The firm’s profits have surged to over $1.2 billion, guaranteeing that each of its 913 partners will be taking home more than $940,000, a pay raise of 7.4%, and in line with the $1.1 million that partners at its Big Four rival Deloitte will be getting. The great confusion and risk surrounding Brexit have meant that firms have little choice but to hire consultants to help them manage the continuing crisis.
This comes despite a backdrop of decreased overall performance by the major accounting and consultancy firms and increased pressure for them to face tougher regulation. There have been many concerns about the practices of the large accounting companies, with worries surfacing over their possible conflicts of interest and lax auditing.
PwC recently came in for some stern criticism from Britain’s auditory regulator, the Financial Reporting Council (FRC) which accused it of an “unsatisfactory” deterioration in inspection results related to its audits of major British businesses. This is along with the national rebuke it got from Members of Parliament over the collapse of the construction firm Carillion with nearly $2 billion dollars in debt, putting the livelihoods of its 41,000 employees at risk and leaving a trail of unfinished infrastructure projects in its wake.
Kevin Ellis, PwC’s chairman, who is due a nearly 10% pay raise in 2019, has expressed his own disappointment that they had not met their usual standards, but said the company was “committed to playing our part in building trust and confidence in the sector.”

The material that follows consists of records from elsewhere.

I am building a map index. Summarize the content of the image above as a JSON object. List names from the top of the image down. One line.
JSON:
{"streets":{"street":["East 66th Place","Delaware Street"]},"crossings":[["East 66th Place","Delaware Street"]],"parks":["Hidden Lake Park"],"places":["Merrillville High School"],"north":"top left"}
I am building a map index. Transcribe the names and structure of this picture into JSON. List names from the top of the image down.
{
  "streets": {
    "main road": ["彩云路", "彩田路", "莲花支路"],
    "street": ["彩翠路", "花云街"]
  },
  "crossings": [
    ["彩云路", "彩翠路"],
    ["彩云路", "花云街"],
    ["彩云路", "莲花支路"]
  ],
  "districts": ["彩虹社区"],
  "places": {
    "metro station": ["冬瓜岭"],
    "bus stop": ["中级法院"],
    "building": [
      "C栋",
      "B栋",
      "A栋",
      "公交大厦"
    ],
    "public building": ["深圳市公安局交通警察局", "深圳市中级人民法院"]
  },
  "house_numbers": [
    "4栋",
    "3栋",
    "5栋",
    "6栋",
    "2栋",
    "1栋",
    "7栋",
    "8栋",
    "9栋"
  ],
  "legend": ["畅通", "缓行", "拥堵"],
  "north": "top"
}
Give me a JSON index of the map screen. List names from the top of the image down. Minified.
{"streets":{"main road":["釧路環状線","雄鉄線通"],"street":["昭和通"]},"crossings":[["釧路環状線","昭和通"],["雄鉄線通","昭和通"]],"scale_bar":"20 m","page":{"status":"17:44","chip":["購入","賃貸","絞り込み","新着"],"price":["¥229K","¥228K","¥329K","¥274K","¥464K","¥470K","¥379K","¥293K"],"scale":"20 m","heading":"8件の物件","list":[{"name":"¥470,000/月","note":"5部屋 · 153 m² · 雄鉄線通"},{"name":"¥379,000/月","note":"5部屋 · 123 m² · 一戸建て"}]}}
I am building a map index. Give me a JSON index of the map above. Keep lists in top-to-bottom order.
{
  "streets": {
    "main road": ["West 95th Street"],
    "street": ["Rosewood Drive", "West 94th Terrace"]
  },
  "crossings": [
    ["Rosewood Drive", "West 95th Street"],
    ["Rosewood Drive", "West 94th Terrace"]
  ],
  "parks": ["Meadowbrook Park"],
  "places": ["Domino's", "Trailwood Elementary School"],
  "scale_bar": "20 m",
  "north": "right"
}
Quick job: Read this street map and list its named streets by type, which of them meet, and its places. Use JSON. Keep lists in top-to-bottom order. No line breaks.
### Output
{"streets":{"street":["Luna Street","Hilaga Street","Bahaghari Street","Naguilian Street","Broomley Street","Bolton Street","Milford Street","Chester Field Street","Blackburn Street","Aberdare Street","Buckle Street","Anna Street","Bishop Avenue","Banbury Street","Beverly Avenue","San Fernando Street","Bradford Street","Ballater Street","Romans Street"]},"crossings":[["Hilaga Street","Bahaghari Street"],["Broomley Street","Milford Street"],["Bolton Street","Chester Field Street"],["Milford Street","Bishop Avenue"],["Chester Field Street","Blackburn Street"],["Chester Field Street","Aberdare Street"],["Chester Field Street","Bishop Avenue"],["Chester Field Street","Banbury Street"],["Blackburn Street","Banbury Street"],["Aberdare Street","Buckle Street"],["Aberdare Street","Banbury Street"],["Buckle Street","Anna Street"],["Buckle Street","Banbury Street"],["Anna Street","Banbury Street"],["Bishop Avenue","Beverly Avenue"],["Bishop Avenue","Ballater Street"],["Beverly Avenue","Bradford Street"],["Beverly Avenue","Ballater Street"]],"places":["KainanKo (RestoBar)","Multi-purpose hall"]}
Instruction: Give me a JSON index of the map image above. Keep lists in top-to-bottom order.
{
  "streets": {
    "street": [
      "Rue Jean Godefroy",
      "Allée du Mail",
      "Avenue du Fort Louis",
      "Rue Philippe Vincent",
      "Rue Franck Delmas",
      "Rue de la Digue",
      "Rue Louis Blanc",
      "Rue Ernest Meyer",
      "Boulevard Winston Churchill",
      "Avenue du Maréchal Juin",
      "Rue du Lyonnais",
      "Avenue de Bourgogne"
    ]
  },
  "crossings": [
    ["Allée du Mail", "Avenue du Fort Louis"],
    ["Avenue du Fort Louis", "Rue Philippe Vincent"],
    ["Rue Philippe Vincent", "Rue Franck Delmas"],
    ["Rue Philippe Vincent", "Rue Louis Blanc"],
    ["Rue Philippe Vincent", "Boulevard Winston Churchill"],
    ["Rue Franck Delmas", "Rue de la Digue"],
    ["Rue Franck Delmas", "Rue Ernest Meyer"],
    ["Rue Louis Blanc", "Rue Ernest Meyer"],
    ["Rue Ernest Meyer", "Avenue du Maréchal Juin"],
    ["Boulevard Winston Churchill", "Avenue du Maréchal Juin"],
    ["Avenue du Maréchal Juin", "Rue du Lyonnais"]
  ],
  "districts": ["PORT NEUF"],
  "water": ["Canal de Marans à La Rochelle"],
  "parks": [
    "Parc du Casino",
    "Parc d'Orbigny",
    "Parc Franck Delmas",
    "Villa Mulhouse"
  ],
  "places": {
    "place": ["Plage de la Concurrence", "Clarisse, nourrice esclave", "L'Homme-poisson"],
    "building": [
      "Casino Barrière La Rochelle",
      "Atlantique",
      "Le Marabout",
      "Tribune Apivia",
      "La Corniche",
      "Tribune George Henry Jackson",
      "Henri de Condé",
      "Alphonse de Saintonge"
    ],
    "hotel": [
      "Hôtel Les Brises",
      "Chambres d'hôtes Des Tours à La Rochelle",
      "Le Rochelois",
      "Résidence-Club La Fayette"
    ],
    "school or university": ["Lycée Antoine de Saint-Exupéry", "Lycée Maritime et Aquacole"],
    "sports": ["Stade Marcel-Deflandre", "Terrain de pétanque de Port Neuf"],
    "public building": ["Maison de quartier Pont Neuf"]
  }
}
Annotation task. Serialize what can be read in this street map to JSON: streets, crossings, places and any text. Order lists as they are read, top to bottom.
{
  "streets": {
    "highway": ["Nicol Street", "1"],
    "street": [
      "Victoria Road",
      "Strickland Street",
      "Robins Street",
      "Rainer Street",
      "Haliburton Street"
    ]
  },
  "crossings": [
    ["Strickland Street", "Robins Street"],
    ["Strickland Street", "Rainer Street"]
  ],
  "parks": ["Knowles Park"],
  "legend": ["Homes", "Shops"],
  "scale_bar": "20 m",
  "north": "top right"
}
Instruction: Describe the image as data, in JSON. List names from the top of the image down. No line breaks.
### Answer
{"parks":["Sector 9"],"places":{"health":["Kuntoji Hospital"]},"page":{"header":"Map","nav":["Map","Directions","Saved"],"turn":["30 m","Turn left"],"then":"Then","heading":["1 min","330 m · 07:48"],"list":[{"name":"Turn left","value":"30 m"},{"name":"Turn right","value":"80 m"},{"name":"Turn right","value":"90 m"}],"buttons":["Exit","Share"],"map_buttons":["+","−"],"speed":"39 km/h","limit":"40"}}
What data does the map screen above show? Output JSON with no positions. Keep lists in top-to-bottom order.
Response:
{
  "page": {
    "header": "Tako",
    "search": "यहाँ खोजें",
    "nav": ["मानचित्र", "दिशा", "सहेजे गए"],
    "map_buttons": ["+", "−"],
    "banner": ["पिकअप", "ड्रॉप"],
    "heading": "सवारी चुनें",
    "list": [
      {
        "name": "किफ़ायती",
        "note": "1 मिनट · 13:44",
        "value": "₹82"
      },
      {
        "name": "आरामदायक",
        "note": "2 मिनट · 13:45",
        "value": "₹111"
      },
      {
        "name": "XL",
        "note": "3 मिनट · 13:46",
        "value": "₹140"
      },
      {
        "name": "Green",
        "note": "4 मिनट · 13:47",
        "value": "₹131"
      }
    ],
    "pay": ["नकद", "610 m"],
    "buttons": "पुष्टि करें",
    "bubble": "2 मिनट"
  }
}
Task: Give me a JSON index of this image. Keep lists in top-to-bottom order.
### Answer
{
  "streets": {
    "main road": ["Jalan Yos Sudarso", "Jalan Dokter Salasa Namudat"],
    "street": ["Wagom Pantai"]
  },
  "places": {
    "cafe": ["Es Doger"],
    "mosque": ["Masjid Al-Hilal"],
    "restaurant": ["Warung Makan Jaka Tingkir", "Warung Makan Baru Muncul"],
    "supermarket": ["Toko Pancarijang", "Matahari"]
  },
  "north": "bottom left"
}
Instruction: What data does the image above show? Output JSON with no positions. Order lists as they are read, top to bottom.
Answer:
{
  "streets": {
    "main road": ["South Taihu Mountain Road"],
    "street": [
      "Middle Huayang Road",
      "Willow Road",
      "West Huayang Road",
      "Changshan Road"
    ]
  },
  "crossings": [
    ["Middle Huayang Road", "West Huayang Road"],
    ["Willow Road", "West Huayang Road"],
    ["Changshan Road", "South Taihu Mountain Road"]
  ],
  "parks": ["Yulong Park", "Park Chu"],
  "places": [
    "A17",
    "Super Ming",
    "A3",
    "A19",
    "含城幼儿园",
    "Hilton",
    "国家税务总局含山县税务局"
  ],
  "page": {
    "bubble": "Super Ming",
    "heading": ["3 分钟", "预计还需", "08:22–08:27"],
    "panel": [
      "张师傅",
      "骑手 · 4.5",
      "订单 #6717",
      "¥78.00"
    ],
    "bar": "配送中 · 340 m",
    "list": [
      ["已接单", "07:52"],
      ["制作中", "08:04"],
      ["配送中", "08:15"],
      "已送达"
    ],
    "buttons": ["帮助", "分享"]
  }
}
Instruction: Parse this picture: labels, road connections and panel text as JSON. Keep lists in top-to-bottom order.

Failing to heed their own advice on gender equality
Another point of concern for the major consultancy firms is how they have approached gender equality. As we have looked at before, the UK government has introduced legislation obligating major firms to report their gender pay statistics. PwC runs a specialized unit assisting companies in reducing their gender pay gap, and has released a report criticizing business in the UK for its compliance, despite only 1/5 of its own partners being female.
Benefitting from Brexit
The closeness of the major accounting firms to big business has led to many calls for stricter regulation and even for them to be forced to separate the auditing and consultancy sides of their business. It also calls into question the motives of the firms and how it aligns with the broader UK economy, which has also been an issue with many British hedge-funds who stand to gain billions from short-selling British firms in the hopes that Brexit causes them losses. Such is the hold that Brexit has had on the UK economy since 2016, and it continues to present new developments as the region races toward an uncertain finish line.